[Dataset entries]
• • • • •

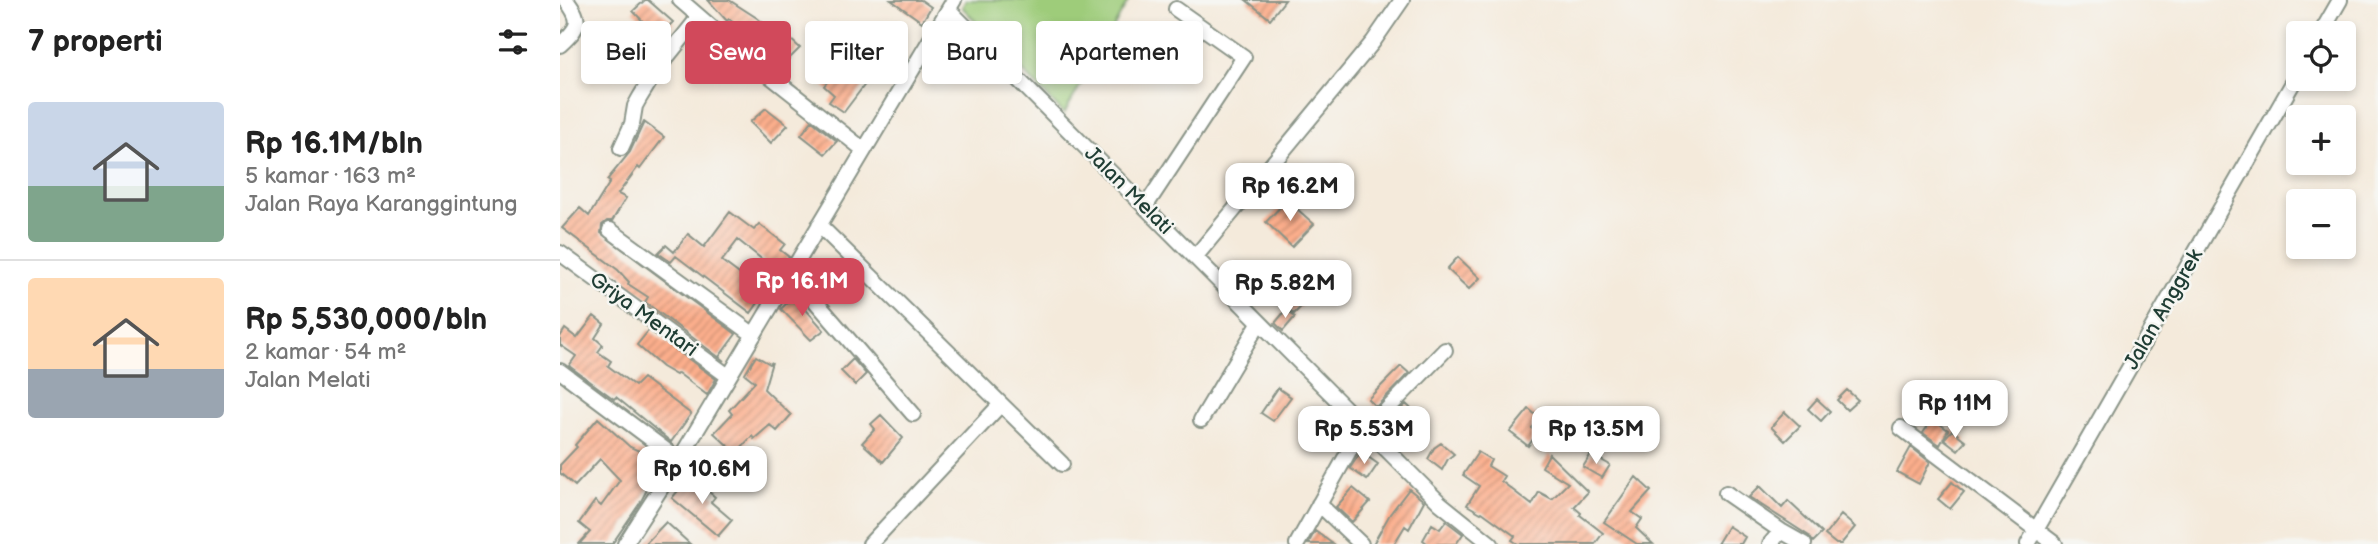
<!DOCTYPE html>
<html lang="id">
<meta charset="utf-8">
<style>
body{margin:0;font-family:"Balsamiq Sans",sans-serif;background:#f6f6f6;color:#222;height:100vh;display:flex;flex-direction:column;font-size:26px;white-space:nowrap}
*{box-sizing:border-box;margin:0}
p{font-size:23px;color:#767676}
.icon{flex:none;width:38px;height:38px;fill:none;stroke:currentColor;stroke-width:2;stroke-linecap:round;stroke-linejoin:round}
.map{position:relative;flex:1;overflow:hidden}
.side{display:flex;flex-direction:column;background:#fff;width:560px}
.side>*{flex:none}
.top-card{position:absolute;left:21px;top:21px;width:665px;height:63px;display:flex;gap:14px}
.buttons{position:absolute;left:1726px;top:21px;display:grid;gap:14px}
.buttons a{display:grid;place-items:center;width:70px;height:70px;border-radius:7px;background:#fff;box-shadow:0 4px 10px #0003;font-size:35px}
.price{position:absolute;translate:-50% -60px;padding:0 16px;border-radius:14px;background:#fff;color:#222;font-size:23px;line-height:46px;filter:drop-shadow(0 2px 4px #0008)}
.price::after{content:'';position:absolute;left:50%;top:42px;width:21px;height:16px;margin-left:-10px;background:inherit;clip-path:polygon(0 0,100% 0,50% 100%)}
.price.on{background:#d1495b;color:#fff}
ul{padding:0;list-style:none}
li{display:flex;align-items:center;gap:21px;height:175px;padding:0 28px}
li+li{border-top:2px solid #e0e0e0}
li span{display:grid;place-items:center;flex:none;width:196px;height:140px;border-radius:7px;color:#555}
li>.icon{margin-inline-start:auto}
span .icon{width:84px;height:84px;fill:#fffc;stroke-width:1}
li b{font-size:30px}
h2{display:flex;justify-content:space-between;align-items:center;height:84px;padding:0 28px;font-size:30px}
.tag{padding:0 24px;border-radius:7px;background:#fff;box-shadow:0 4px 10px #0003;font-size:24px;line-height:63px}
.tag.on{background:#d1495b;color:#fff}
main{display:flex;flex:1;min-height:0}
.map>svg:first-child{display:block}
</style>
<main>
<section class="side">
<h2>7 properti<svg class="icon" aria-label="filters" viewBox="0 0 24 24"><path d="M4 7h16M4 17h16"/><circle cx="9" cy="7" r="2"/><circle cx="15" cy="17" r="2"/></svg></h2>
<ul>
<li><span style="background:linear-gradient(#c9d6e8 60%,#7fa58c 0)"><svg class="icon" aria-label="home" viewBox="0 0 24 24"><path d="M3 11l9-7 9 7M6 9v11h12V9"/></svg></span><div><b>Rp 16.1M/bln</b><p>5 kamar · 163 m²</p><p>Jalan Raya Karanggintung</p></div></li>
<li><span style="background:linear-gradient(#ffd9b3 65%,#9aa5b1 0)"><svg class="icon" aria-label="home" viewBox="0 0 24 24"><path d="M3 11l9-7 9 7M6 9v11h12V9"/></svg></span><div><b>Rp 5,530,000/bln</b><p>2 kamar · 54 m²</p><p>Jalan Melati</p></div></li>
</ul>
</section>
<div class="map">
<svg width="1818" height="544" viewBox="0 0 1818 544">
<defs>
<pattern id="building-hatch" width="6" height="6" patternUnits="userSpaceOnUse" patternTransform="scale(1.75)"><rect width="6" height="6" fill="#fcae8c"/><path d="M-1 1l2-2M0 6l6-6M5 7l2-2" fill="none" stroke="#cb8f73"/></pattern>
</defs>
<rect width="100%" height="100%" fill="#f6f6f2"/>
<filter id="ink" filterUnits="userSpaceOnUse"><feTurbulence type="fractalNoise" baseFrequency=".0143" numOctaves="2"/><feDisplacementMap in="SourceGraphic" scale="14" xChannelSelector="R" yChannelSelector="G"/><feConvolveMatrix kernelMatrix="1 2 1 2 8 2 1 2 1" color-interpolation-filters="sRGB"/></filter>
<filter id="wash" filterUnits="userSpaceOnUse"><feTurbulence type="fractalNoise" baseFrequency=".00686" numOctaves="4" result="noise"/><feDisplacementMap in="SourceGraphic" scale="28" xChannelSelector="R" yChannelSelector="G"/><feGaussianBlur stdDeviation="1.57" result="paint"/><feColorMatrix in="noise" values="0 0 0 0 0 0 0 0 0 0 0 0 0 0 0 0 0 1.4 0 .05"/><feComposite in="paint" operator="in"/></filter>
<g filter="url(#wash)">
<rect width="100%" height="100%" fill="#f4eadb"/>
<!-- park -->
<path fill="#9ecc7a" stroke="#5e8457" stroke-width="2" d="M406,0H569L504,114L402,7Z"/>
<g id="blocks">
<!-- building -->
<path fill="url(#building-hatch)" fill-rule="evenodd" d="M85,0H88L113,22L98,37L73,11Z
M148,0H169L197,18L223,39L227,36L240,48L223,65L194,42L195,41L169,19L167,21Z
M331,0H361L371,7L362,22Z
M686,0H725L710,19Z
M308,39L328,54L284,112L269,102L274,95L264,86L274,73L279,77Z
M206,108L228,125L211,143L190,122Z
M252,121L277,141L265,154L241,135Z
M84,122L104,137L80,169L78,167L58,194L66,198L52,221H47L42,225L41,233L176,334L159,357L164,361L85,302L88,297L68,284L69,282L58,270L2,228L20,208L29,216L50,182L47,180L70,152Z
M727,200L754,224L732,247L706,222Z
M170,212L194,230L199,224L225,244L220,250L229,257L202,291L205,293L191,313L116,256L111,262L98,253L106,245L114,252L128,234L144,247ZM178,240L204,261L182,276L162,261Z
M898,257L920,278L909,289L887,269Z
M742,272L760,287L734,314L717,298Z
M234,296L264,330L251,340L221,309Z
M726,310L735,317L723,331L715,323Z
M34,316L44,324L35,338L43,345L38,352L51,361L48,366L75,386L83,378L131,414L111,442L56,397L54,399L9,366L16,356L0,345V337L5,329L17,338Z
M89,330L156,379L147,395L118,373L116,375L102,367L77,345Z
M196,356L210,364L212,362L204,389L231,415L217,431L210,425L194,439L192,436L176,453L154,433L172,414L169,410L195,382L185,374Z
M293,359L306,374L295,385L281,371Z
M841,366L849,373L816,407L808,399Z
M718,388L731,397L713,421L701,413Z
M1287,390L1298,400L1287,410L1277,400Z
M1257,399L1270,411L1261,421L1248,409Z
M846,404L862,419L850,432L833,417Z
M969,409L980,419L972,428L978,433L968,446L950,432Z
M1225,412L1240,426L1225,441L1211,427Z
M321,415L343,438L323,462L302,443L315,429L311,424Z
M38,418L70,447L102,461L80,503L52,544H19L30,532L19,523L35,501L41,506L60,480L40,459L15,486L0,473V465L17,447L15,445Z
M1373,419L1388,430L1380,445L1363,433Z
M1392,430L1406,441L1398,450L1384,439Z
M881,443L894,454L888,459L882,470L868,459L874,448Z
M1351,447L1370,462L1359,484L1337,472Z
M801,452L818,464L807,480L790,468Z
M918,452L931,460L928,466L944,476L941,481L972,505L979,492L992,499L1008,483L982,467L989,454L1028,492L1014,507L1021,513L1020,515L1043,533L1035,544H958L952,540L955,536L922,512L921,513L907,505L919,486L903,475Z
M1031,454L1050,465L1042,478L1023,467Z
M130,476L155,497L151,502L172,520L158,536L112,498Z
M1076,477L1091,491L1072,512L1082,519L1076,528L1093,544H1077L1044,522Z
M1392,482L1404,492L1390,509L1378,499Z
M1200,486L1222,508L1228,501L1262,533L1253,542L1249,536L1189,497Z
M793,488L810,502L792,522L776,507Z
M849,489L864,501L849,529L845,526L834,544H813L830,514Z
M1281,515L1295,527L1281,544H1276L1265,535Z
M886,521L903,534L896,544H868L863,540L872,524L880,529Z
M106,522L130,544H85Z
M1168,526L1185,537L1181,544H1157Z
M755,531L773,544H748Z"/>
</g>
</g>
<g filter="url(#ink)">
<use href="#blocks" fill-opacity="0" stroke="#8a9488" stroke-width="2"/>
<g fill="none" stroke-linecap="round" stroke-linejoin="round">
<!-- minor casing -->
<g stroke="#8a9488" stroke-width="18">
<path id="minor" d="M120,0L186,57L304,150
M389,10L807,430L880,503L931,544
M1761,33L1780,0
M0,45C19,27 23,22 6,0
M61,148L72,124L75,106L80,97L98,68L139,17
M585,207L684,57L616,9
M259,225L502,464
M50,230L194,335
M0,253L168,376
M636,256L813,42L842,0
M231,273L353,414
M0,371L119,460
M641,420L699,323
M1341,428L1495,544
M807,430L885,350
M1166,493L1221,531L1244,544
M759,504L801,544
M65,544L119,460L394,0
M310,544L441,404
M737,544L803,426
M1210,544L1221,531
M1468,544L1738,74"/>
</g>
<!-- minor -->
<use href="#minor" stroke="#fff" stroke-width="14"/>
</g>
</g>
<g text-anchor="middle" stroke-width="5" stroke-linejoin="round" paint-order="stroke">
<!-- street labels -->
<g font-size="21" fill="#1f3d34" stroke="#f6f6f2">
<text transform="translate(569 190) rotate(45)" y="7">Jalan Melati</text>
<text transform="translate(1603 309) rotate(-60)" y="7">Jalan Anggrek</text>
<text transform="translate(84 314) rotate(36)" y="7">Griya Mentari</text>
</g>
</g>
</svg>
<div class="buttons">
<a><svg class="icon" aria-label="locate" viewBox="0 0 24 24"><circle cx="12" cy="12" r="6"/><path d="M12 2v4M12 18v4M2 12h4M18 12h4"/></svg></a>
<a>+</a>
<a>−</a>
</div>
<b class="price" style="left:730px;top:223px">Rp 16.2M</b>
<b class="price on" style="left:242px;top:318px">Rp 16.1M</b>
<b class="price" style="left:725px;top:320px">Rp 5.82M</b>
<b class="price" style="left:1395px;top:440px">Rp 11M</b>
<b class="price" style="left:804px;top:466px">Rp 5.53M</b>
<b class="price" style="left:1036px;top:466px">Rp 13.5M</b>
<b class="price" style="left:142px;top:506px">Rp 10.6M</b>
<div class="top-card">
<a class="tag">Beli</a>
<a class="tag on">Sewa</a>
<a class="tag">Filter</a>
<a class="tag">Baru</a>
<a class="tag">Apartemen</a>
</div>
</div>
</main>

• • • • •

### [WORK ITEM]
Taking the records above, retype every line from the one with "M1351,447L1370,462L1359,484L1337,472Z" down to the one with "<!-- street labels -->", exactly and with nothing else.

### [YOUR SOLUTION]
M1351,447L1370,462L1359,484L1337,472Z
M801,452L818,464L807,480L790,468Z
M918,452L931,460L928,466L944,476L941,481L972,505L979,492L992,499L1008,483L982,467L989,454L1028,492L1014,507L1021,513L1020,515L1043,533L1035,544H958L952,540L955,536L922,512L921,513L907,505L919,486L903,475Z
M1031,454L1050,465L1042,478L1023,467Z
M130,476L155,497L151,502L172,520L158,536L112,498Z
M1076,477L1091,491L1072,512L1082,519L1076,528L1093,544H1077L1044,522Z
M1392,482L1404,492L1390,509L1378,499Z
M1200,486L1222,508L1228,501L1262,533L1253,542L1249,536L1189,497Z
M793,488L810,502L792,522L776,507Z
M849,489L864,501L849,529L845,526L834,544H813L830,514Z
M1281,515L1295,527L1281,544H1276L1265,535Z
M886,521L903,534L896,544H868L863,540L872,524L880,529Z
M106,522L130,544H85Z
M1168,526L1185,537L1181,544H1157Z
M755,531L773,544H748Z"/>
</g>
</g>
<g filter="url(#ink)">
<use href="#blocks" fill-opacity="0" stroke="#8a9488" stroke-width="2"/>
<g fill="none" stroke-linecap="round" stroke-linejoin="round">
<!-- minor casing -->
<g stroke="#8a9488" stroke-width="18">
<path id="minor" d="M120,0L186,57L304,150
M389,10L807,430L880,503L931,544
M1761,33L1780,0
M0,45C19,27 23,22 6,0
M61,148L72,124L75,106L80,97L98,68L139,17
M585,207L684,57L616,9
M259,225L502,464
M50,230L194,335
M0,253L168,376
M636,256L813,42L842,0
M231,273L353,414
M0,371L119,460
M641,420L699,323
M1341,428L1495,544
M807,430L885,350
M1166,493L1221,531L1244,544
M759,504L801,544
M65,544L119,460L394,0
M310,544L441,404
M737,544L803,426
M1210,544L1221,531
M1468,544L1738,74"/>
</g>
<!-- minor -->
<use href="#minor" stroke="#fff" stroke-width="14"/>
</g>
</g>
<g text-anchor="middle" stroke-width="5" stroke-linejoin="round" paint-order="stroke">
<!-- street labels -->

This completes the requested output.